- What is being asked: A faithful transcription of the entries below is required.

- Data for this task:

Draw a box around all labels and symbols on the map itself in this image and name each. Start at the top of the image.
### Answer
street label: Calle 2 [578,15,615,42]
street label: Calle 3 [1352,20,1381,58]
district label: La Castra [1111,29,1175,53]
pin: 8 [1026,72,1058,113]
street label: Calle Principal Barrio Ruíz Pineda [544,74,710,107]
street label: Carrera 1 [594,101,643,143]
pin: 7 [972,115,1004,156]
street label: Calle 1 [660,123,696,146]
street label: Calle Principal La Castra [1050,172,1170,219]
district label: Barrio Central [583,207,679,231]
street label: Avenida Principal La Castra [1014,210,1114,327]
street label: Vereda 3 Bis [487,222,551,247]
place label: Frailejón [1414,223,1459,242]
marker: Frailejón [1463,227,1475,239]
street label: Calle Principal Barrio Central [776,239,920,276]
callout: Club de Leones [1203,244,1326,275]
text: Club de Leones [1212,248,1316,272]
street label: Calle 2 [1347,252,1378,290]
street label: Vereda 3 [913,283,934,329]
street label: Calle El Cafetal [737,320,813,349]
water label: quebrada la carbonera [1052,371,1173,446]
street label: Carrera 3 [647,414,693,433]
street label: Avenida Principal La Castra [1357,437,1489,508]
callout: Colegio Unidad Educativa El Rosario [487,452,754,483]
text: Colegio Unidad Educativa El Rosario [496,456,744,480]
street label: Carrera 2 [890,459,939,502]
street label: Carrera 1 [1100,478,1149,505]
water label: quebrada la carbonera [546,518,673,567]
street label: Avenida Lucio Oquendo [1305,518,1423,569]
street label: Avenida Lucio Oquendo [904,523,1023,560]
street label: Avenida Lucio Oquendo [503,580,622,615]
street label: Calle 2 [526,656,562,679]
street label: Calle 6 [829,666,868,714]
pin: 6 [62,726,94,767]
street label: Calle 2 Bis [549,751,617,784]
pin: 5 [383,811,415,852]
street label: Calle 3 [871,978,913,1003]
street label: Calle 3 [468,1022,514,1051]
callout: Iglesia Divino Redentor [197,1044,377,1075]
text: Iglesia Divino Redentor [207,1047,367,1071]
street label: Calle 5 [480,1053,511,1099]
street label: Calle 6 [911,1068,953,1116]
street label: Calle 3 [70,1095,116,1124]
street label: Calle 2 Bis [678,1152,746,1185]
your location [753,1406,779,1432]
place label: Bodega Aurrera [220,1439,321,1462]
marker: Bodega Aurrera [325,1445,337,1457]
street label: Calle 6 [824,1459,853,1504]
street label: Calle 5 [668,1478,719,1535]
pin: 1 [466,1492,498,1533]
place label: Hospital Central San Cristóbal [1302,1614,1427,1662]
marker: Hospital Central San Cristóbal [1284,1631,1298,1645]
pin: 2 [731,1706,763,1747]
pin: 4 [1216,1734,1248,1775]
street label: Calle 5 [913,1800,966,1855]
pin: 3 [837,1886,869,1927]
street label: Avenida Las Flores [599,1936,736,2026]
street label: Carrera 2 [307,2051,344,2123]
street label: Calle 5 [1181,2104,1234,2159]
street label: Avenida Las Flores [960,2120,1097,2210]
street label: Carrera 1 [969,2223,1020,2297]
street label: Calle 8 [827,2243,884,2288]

- Response for this exercise:
Draw a box around all labels and symbols on the map itself in this image and name each. Start at the top of the image.
### Answer
street label: Calle 2 [578,15,615,42]
street label: Calle 3 [1352,20,1381,58]
district label: La Castra [1111,29,1175,53]
pin: 8 [1026,72,1058,113]
street label: Calle Principal Barrio Ruíz Pineda [544,74,710,107]
street label: Carrera 1 [594,101,643,143]
pin: 7 [972,115,1004,156]
street label: Calle 1 [660,123,696,146]
street label: Calle Principal La Castra [1050,172,1170,219]
district label: Barrio Central [583,207,679,231]
street label: Avenida Principal La Castra [1014,210,1114,327]
street label: Vereda 3 Bis [487,222,551,247]
place label: Frailejón [1414,223,1459,242]
marker: Frailejón [1463,227,1475,239]
street label: Calle Principal Barrio Central [776,239,920,276]
callout: Club de Leones [1203,244,1326,275]
text: Club de Leones [1212,248,1316,272]
street label: Calle 2 [1347,252,1378,290]
street label: Vereda 3 [913,283,934,329]
street label: Calle El Cafetal [737,320,813,349]
water label: quebrada la carbonera [1052,371,1173,446]
street label: Carrera 3 [647,414,693,433]
street label: Avenida Principal La Castra [1357,437,1489,508]
callout: Colegio Unidad Educativa El Rosario [487,452,754,483]
text: Colegio Unidad Educativa El Rosario [496,456,744,480]
street label: Carrera 2 [890,459,939,502]
street label: Carrera 1 [1100,478,1149,505]
water label: quebrada la carbonera [546,518,673,567]
street label: Avenida Lucio Oquendo [1305,518,1423,569]
street label: Avenida Lucio Oquendo [904,523,1023,560]
street label: Avenida Lucio Oquendo [503,580,622,615]
street label: Calle 2 [526,656,562,679]
street label: Calle 6 [829,666,868,714]
pin: 6 [62,726,94,767]
street label: Calle 2 Bis [549,751,617,784]
pin: 5 [383,811,415,852]
street label: Calle 3 [871,978,913,1003]
street label: Calle 3 [468,1022,514,1051]
callout: Iglesia Divino Redentor [197,1044,377,1075]
text: Iglesia Divino Redentor [207,1047,367,1071]
street label: Calle 5 [480,1053,511,1099]
street label: Calle 6 [911,1068,953,1116]
street label: Calle 3 [70,1095,116,1124]
street label: Calle 2 Bis [678,1152,746,1185]
your location [753,1406,779,1432]
place label: Bodega Aurrera [220,1439,321,1462]
marker: Bodega Aurrera [325,1445,337,1457]
street label: Calle 6 [824,1459,853,1504]
street label: Calle 5 [668,1478,719,1535]
pin: 1 [466,1492,498,1533]
place label: Hospital Central San Cristóbal [1302,1614,1427,1662]
marker: Hospital Central San Cristóbal [1284,1631,1298,1645]
pin: 2 [731,1706,763,1747]
pin: 4 [1216,1734,1248,1775]
street label: Calle 5 [913,1800,966,1855]
pin: 3 [837,1886,869,1927]
street label: Avenida Las Flores [599,1936,736,2026]
street label: Carrera 2 [307,2051,344,2123]
street label: Calle 5 [1181,2104,1234,2159]
street label: Avenida Las Flores [960,2120,1097,2210]
street label: Carrera 1 [969,2223,1020,2297]
street label: Calle 8 [827,2243,884,2288]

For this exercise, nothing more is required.